Valentina bajó rápidamente. El médico era un amigo de la familia, y al mismo tiempo uno de los hombres más hábiles de la época; amaba mucho a Valentina, a quien casi había visto nacer. Tenía una hija de la edad de la señorita de Villefort, pero su madre padecía del pecho y se temía continuamente por la vida de su hija.

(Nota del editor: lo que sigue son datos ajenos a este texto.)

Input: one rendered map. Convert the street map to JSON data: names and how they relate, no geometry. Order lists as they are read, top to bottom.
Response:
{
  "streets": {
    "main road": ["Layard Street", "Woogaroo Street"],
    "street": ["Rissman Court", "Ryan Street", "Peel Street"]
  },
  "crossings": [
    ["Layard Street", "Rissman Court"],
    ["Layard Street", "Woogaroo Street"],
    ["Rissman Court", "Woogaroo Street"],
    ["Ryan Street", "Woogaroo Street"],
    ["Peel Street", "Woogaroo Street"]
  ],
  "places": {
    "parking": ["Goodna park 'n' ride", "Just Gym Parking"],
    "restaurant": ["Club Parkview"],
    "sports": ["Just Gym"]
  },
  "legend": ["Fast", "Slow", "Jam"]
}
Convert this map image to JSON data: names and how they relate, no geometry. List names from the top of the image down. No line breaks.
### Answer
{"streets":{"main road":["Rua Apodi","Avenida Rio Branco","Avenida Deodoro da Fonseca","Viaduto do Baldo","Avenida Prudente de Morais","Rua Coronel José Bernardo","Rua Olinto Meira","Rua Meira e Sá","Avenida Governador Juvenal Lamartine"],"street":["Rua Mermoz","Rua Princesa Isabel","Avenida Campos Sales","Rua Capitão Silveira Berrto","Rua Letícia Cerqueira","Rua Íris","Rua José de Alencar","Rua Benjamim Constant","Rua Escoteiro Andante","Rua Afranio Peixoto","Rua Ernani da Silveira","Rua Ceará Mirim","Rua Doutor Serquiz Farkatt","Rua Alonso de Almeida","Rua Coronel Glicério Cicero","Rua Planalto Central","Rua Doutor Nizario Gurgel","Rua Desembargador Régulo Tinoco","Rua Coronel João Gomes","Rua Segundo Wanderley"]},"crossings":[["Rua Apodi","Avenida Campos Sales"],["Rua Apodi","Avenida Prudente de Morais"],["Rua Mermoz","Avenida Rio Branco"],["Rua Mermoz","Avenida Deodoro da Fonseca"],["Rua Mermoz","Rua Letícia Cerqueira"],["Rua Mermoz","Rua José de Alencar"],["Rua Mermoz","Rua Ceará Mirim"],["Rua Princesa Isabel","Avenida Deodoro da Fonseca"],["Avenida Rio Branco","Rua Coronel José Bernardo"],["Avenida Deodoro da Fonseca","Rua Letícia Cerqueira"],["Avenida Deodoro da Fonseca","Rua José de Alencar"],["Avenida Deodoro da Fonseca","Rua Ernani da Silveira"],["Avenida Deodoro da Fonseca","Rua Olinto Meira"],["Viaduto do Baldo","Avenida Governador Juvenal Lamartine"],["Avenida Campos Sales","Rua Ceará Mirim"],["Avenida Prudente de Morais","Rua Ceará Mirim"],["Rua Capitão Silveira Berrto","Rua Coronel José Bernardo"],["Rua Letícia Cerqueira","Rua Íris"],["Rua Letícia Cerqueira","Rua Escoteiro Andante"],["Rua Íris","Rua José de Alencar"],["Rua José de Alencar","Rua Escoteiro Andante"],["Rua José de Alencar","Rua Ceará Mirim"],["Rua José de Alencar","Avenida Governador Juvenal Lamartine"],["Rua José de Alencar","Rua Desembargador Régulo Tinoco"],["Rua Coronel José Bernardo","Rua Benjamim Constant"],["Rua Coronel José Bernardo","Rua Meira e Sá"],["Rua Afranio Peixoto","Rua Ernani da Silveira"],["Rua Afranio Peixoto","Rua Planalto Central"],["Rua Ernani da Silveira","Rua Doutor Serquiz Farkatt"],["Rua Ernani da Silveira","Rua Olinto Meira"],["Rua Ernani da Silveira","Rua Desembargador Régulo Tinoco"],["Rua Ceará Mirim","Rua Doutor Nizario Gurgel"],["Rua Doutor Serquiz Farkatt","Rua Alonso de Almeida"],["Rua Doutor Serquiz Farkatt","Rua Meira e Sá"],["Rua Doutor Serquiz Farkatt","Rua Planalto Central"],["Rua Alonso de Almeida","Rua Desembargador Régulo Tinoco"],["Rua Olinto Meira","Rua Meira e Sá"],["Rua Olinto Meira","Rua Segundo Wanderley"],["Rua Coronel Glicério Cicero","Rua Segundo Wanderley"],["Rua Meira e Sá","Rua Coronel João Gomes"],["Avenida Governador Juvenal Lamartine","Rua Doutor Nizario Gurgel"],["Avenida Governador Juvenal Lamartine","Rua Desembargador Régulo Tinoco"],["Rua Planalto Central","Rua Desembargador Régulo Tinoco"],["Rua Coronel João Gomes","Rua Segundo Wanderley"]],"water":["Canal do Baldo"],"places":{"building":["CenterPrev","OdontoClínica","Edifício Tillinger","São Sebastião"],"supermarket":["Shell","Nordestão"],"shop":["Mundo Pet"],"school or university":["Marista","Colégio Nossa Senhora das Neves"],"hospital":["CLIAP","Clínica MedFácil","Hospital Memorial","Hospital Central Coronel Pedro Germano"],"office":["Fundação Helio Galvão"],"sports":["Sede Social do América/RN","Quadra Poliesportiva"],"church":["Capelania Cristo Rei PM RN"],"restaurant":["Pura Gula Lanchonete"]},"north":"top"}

—¡Oh! —dijo Valentina—, querido señor de Avrigny, os esperábamos con impaciencia. Pero, antes de todo, ¿cómo siguen Magdalena y Luisa?

Magdalena era la hija del señor de Avrigny; Luisa, su sobrina.

El señor de Avrigny se sonrió tristemente.

—Luisa, muy bien —dijo—; Magdalena, la pobre, bastante bien. Pero me habéis mandado llamar, según creo —dijo—. No será vuestro padre ni la señora de Villefort, supongo. En cuanto a vos, no podemos quitaros el mal de los nervios; pero os recomiendo muy particularmente que no entreguéis con demasía vuestra imaginación a los placeres del campo.

Valentina se puso colorada como la grana, el señor de Avrigny llevaba la ciencia de adivinar casi hasta hacer milagros, porque era uno de esos médicos que tratan lo físico por lo moral.

—No —dijo—, es para mi abuela. Sabréis seguramente la desgracia que ha sucedido.

—No sé nada —respondió el señor Avrigny.

—¡Ay! —dijo Valentina esforzándose por contener las lágrimas—, ¡mi abuelo ha muerto!

—¿El señor de Saint-Merán?

—Sí.

—¿De repente?

—De un ataque de apoplejía fulminante.

—¿De una apoplejía? —repitió el médico.

—Sí; de suerte que mi pobre abuela está tan desconsolada que no piensa más que en ir a reunirse con él. ¡Oh!, señor de Avrigny, os recomiendo a mi pobre abuelita.

—¿Dónde está?

—En su cuarto, con el notario.

—¿Y el señor Noirtier?

—Como siempre, con una perfecta lucidez mental, pero la misma inmovilidad, el mismo silencio.

—Y el mismo amor hacia vos, ¿no es cierto, hija mía?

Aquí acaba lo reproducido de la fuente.